### [What the task asks]
After checking the listing below, say how many of its lines contain the string "image". Only the number is needed.

### [Task input]
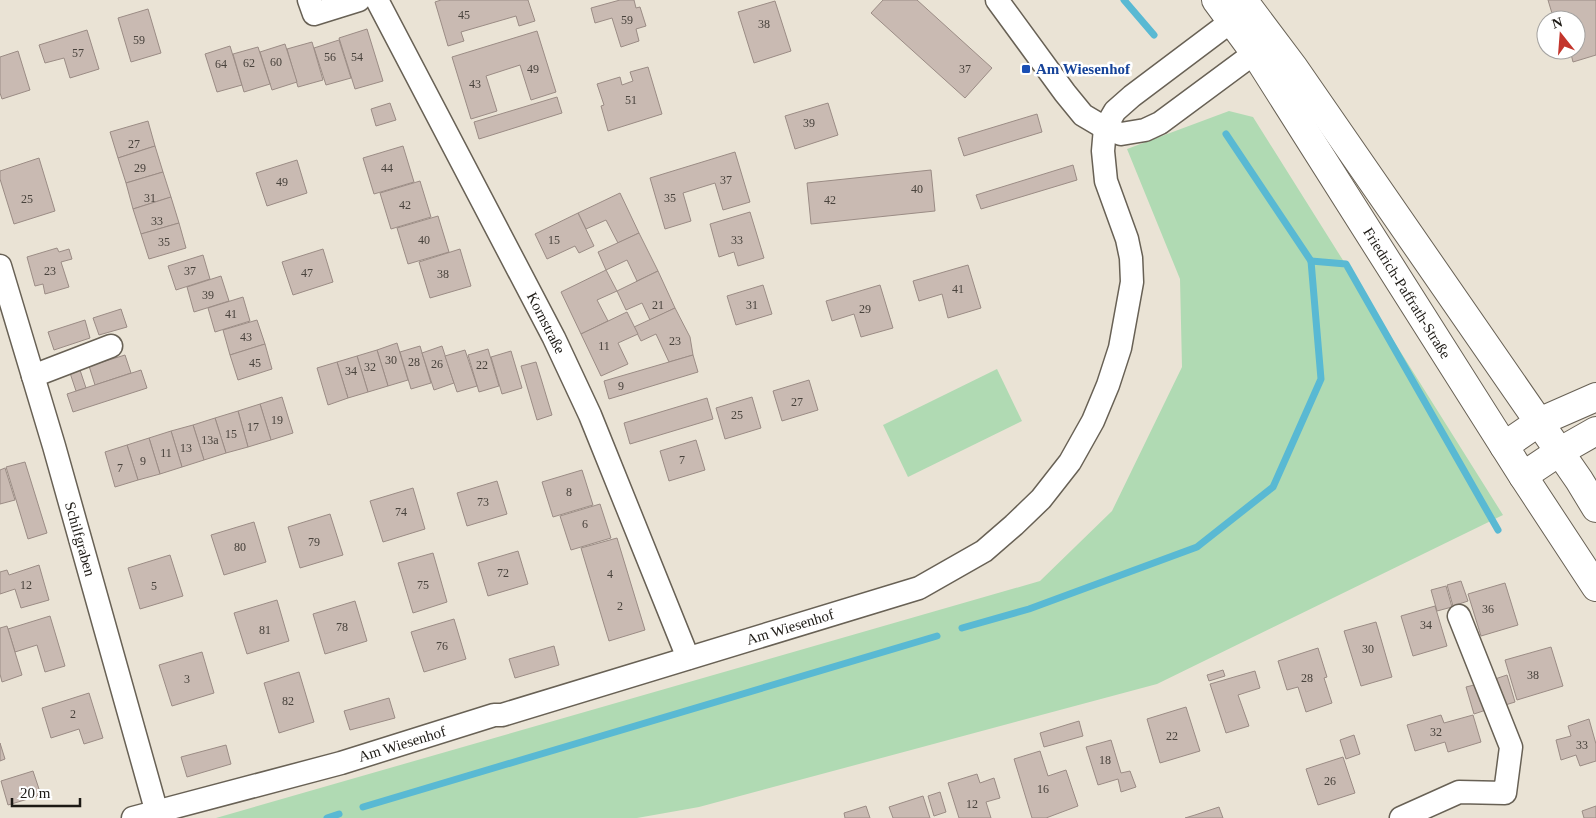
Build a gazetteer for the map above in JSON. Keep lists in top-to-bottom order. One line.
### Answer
{"streets":{"main road":["Friedrich-Paffrath-Straße"],"street":["Kornstraße","Schilfgraben","Am Wiesenhof"]},"crossings":[["Kornstraße","Am Wiesenhof"],["Schilfgraben","Am Wiesenhof"]],"places":{"transit":["Am Wiesenhof"]},"house_numbers":["45","59","38","59","57","56","54","60","62","64","49","37","43","51","39","27","29","44","37","49","40","31","35","25","42","42","33","40","15","33","35","23","37","47","38","41","39","21","31","29","41","43","23","11","30","28","45","26","22","32","34","9","27","25","19","17","15","13a","13","11","7","9","7","8","73","74","6","79","80","72","4","12","75","5","2","36","34","78","81","76","30","38","28","3","82","2","32","22","33","18","26","16","12"],"scale_bar":"20 m","north":"top"}
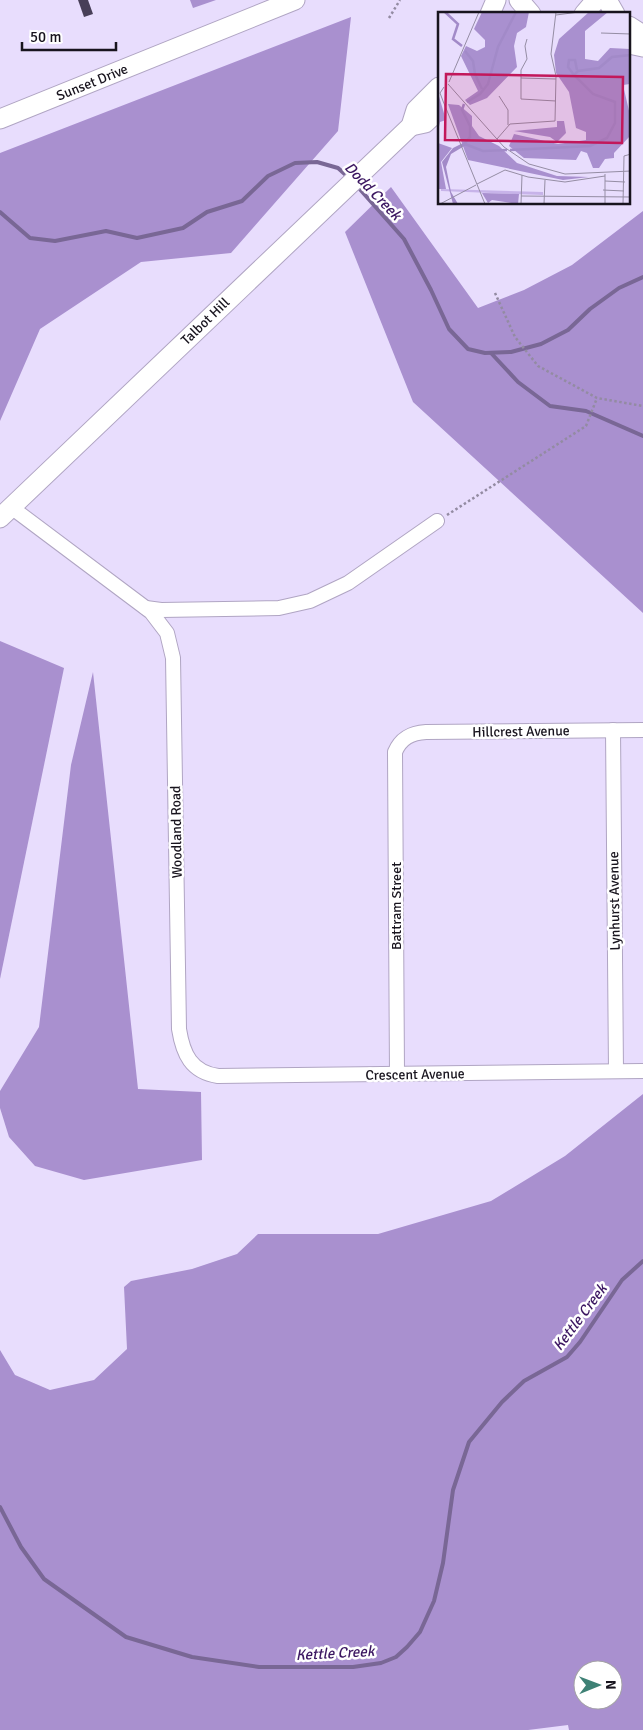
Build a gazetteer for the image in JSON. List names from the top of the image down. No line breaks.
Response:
{"streets":{"main road":["Sunset Drive","Talbot Hill"],"street":["Hillcrest Avenue","Woodland Road","Lynhurst Avenue","Battram Street","Crescent Avenue"]},"crossings":[["Talbot Hill","Woodland Road"],["Hillcrest Avenue","Lynhurst Avenue"],["Hillcrest Avenue","Battram Street"],["Woodland Road","Crescent Avenue"],["Lynhurst Avenue","Crescent Avenue"],["Battram Street","Crescent Avenue"]],"water":["Dodd Creek","Kettle Creek"],"scale_bar":"50 m","north":"right"}
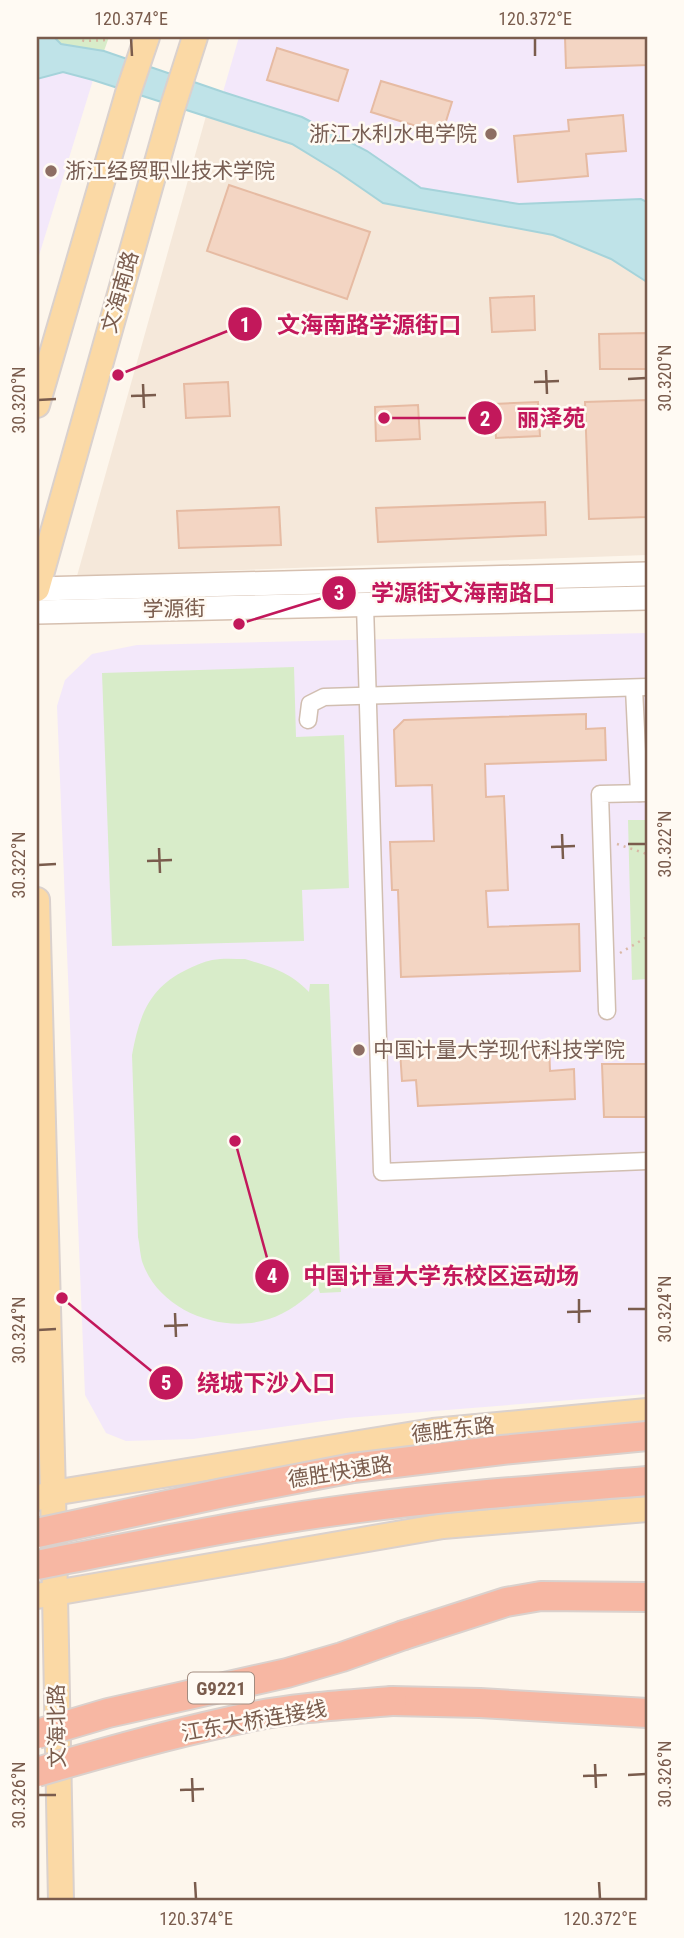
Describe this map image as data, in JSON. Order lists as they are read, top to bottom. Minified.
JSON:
{"streets":{"highway":["德胜快速路","G9221","江东大桥连接线"],"main road":["文海南路","学源街","德胜东路","文海北路"]},"places":["浙江水利水电学院","浙江经贸职业技术学院","文海南路学源街口","丽泽苑","学源街文海南路口","中国计量大学现代科技学院","中国计量大学东校区运动场","绕城下沙入口"],"coordinates":["120.374°E","120.372°E","30.320°N","30.322°N","30.324°N","30.326°N"]}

### [Finished exercise]
2